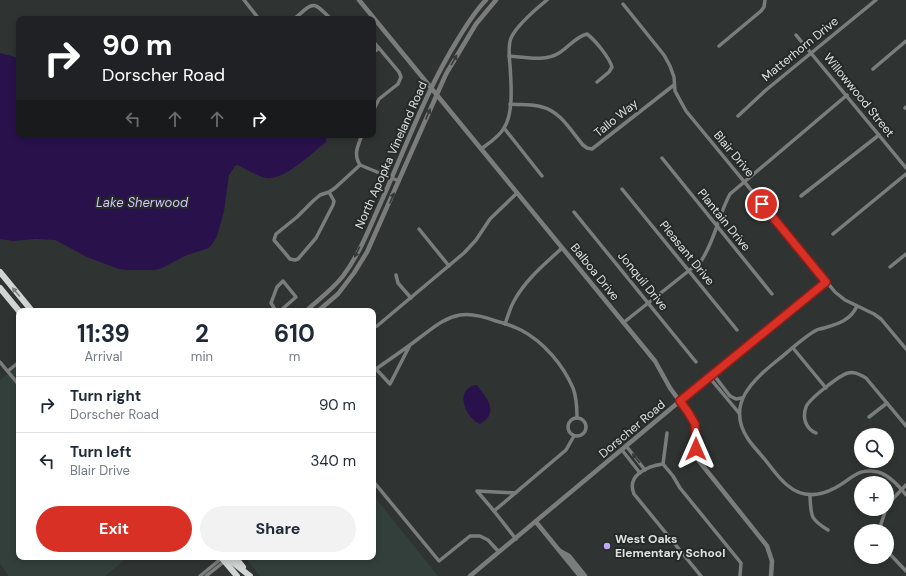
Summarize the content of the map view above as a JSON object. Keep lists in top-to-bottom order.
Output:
{
  "streets": {
    "street": [
      "Matterhorn Drive",
      "Willowwood Street",
      "Tallo Way",
      "Blair Drive",
      "North Apopka Vineland Road",
      "Plantain Drive",
      "Pleasant Drive",
      "Balboa Drive",
      "Jonquil Drive",
      "Dorscher Road"
    ]
  },
  "crossings": [
    ["Matterhorn Drive", "Willowwood Street"],
    ["Tallo Way", "Blair Drive"],
    ["Blair Drive", "Dorscher Road"],
    ["North Apopka Vineland Road", "Balboa Drive"],
    ["Balboa Drive", "Dorscher Road"]
  ],
  "water": ["Lake Sherwood"],
  "places": ["West Oaks Elementary School"],
  "page": {
    "turn": ["90 m", "Dorscher Road"],
    "eta": [
      "11:39",
      "Arrival",
      "2",
      "min",
      "610",
      "m"
    ],
    "list": [
      {
        "name": "Turn right",
        "note": "Dorscher Road",
        "value": "90 m"
      },
      {
        "name": "Turn left",
        "note": "Blair Drive",
        "value": "340 m"
      }
    ],
    "map_buttons": ["+", "−"],
    "buttons": ["Exit", "Share"]
  }
}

---

Retype the data above exactly; pictures are not part of the copy.

» TASK SOLUTION
Summarize the content of the map view above as a JSON object. Keep lists in top-to-bottom order.
Output:
{
  "streets": {
    "street": [
      "Matterhorn Drive",
      "Willowwood Street",
      "Tallo Way",
      "Blair Drive",
      "North Apopka Vineland Road",
      "Plantain Drive",
      "Pleasant Drive",
      "Balboa Drive",
      "Jonquil Drive",
      "Dorscher Road"
    ]
  },
  "crossings": [
    ["Matterhorn Drive", "Willowwood Street"],
    ["Tallo Way", "Blair Drive"],
    ["Blair Drive", "Dorscher Road"],
    ["North Apopka Vineland Road", "Balboa Drive"],
    ["Balboa Drive", "Dorscher Road"]
  ],
  "water": ["Lake Sherwood"],
  "places": ["West Oaks Elementary School"],
  "page": {
    "turn": ["90 m", "Dorscher Road"],
    "eta": [
      "11:39",
      "Arrival",
      "2",
      "min",
      "610",
      "m"
    ],
    "list": [
      {
        "name": "Turn right",
        "note": "Dorscher Road",
        "value": "90 m"
      },
      {
        "name": "Turn left",
        "note": "Blair Drive",
        "value": "340 m"
      }
    ],
    "map_buttons": ["+", "−"],
    "buttons": ["Exit", "Share"]
  }
}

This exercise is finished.